___ Dataset

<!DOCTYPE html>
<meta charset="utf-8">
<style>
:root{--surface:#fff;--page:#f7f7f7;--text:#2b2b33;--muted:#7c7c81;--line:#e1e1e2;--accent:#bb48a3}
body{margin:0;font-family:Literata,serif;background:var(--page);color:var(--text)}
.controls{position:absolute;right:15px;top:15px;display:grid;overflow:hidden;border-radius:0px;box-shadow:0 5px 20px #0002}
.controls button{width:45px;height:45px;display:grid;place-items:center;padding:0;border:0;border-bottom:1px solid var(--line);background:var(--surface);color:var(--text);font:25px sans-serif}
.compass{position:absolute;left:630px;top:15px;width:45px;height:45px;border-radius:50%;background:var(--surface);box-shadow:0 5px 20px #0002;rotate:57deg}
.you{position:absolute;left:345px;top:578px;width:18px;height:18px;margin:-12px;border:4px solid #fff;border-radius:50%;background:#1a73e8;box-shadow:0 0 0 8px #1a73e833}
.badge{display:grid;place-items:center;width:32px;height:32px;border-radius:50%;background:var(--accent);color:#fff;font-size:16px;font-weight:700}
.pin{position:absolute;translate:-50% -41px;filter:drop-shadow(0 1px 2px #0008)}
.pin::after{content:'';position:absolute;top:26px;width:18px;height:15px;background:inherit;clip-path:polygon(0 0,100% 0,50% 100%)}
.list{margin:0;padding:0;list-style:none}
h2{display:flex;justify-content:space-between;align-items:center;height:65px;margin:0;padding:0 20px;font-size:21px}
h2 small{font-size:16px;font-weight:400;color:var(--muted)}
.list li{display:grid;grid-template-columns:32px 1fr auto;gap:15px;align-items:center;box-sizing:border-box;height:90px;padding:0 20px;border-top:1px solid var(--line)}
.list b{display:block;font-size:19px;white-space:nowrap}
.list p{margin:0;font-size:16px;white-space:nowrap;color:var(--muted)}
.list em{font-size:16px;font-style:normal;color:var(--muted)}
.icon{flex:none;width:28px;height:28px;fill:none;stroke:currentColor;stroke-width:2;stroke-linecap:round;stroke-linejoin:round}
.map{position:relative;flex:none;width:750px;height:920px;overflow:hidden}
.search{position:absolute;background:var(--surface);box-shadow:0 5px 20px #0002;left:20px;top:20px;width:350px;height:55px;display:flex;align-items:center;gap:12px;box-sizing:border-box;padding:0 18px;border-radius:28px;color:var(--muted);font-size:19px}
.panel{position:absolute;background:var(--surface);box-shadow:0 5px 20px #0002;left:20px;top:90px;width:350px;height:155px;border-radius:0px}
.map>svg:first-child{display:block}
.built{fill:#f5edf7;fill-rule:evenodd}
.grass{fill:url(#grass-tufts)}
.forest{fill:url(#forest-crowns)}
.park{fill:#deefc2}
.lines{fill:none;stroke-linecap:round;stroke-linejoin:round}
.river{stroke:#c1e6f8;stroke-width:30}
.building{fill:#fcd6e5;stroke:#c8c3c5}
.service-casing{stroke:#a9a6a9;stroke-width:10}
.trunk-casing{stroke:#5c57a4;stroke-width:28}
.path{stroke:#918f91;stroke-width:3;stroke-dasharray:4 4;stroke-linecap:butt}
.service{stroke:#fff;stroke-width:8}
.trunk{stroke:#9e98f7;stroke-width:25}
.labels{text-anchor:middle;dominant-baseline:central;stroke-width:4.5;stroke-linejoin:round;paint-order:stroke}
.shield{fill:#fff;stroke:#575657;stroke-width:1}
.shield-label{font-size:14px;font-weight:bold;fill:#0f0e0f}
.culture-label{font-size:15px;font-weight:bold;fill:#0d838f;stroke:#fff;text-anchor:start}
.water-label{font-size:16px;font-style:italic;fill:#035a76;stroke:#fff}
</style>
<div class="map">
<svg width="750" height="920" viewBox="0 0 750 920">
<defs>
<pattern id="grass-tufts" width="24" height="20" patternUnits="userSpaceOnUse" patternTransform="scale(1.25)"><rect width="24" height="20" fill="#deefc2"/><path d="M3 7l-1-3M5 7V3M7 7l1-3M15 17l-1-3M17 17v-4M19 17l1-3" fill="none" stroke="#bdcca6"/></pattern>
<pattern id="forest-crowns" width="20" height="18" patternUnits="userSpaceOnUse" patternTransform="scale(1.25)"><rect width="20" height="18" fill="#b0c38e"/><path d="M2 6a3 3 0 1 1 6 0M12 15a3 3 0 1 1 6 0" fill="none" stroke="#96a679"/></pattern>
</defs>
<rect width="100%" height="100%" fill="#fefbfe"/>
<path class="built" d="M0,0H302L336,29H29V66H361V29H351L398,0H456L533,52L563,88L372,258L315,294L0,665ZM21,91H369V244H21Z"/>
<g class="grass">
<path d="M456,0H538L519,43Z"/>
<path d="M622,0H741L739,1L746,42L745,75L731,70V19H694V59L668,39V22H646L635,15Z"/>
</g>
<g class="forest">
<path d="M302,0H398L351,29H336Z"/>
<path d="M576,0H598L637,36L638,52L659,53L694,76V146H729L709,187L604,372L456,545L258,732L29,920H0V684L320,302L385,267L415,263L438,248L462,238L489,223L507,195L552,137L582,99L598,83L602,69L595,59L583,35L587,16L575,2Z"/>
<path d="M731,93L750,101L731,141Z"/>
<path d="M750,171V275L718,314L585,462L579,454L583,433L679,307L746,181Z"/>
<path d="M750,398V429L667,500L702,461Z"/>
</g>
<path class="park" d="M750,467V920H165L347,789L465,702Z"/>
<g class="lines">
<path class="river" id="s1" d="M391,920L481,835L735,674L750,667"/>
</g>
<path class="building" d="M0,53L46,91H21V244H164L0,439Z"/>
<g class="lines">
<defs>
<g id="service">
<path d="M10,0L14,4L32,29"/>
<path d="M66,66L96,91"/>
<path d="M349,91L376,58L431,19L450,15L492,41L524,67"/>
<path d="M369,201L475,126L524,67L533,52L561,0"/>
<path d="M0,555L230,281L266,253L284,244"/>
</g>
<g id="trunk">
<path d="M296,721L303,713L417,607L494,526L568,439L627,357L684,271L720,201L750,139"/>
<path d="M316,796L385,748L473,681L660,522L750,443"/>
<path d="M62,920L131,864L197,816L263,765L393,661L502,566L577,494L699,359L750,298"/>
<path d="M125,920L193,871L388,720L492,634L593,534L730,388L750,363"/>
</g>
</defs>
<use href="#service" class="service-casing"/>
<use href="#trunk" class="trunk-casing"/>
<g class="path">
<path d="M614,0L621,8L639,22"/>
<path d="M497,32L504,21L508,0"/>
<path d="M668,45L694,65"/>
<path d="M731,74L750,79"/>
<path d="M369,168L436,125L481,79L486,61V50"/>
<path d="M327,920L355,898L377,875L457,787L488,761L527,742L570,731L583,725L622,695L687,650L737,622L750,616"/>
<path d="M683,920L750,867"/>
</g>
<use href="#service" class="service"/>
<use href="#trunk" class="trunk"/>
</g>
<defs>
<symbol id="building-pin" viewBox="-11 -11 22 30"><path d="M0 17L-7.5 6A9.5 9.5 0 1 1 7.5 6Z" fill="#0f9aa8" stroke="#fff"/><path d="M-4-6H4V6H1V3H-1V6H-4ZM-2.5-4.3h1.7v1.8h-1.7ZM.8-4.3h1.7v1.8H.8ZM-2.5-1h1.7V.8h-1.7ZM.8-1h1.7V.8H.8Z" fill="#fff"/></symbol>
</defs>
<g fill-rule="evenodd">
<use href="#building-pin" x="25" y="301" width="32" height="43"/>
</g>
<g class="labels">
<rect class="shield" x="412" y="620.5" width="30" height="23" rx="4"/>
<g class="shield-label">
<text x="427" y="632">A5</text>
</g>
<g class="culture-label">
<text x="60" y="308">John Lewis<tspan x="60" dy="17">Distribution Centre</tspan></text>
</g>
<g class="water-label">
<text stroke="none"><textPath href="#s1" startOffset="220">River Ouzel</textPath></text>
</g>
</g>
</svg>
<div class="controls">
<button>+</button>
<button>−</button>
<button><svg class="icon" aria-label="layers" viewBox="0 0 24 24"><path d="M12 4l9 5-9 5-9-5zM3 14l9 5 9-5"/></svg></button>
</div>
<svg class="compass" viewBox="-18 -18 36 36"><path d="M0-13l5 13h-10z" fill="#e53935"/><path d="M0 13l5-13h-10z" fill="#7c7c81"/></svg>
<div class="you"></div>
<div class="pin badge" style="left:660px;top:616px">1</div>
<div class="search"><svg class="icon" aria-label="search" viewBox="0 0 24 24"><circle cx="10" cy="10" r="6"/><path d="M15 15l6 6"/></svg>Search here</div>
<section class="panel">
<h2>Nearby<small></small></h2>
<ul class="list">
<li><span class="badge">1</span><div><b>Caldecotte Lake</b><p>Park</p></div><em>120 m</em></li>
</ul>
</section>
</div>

______

(Work item) Filter the records above and copy every line that contains the word "nowrap".

(Response)
.list b{display:block;font-size:19px;white-space:nowrap}
.list p{margin:0;font-size:16px;white-space:nowrap;color:var(--muted)}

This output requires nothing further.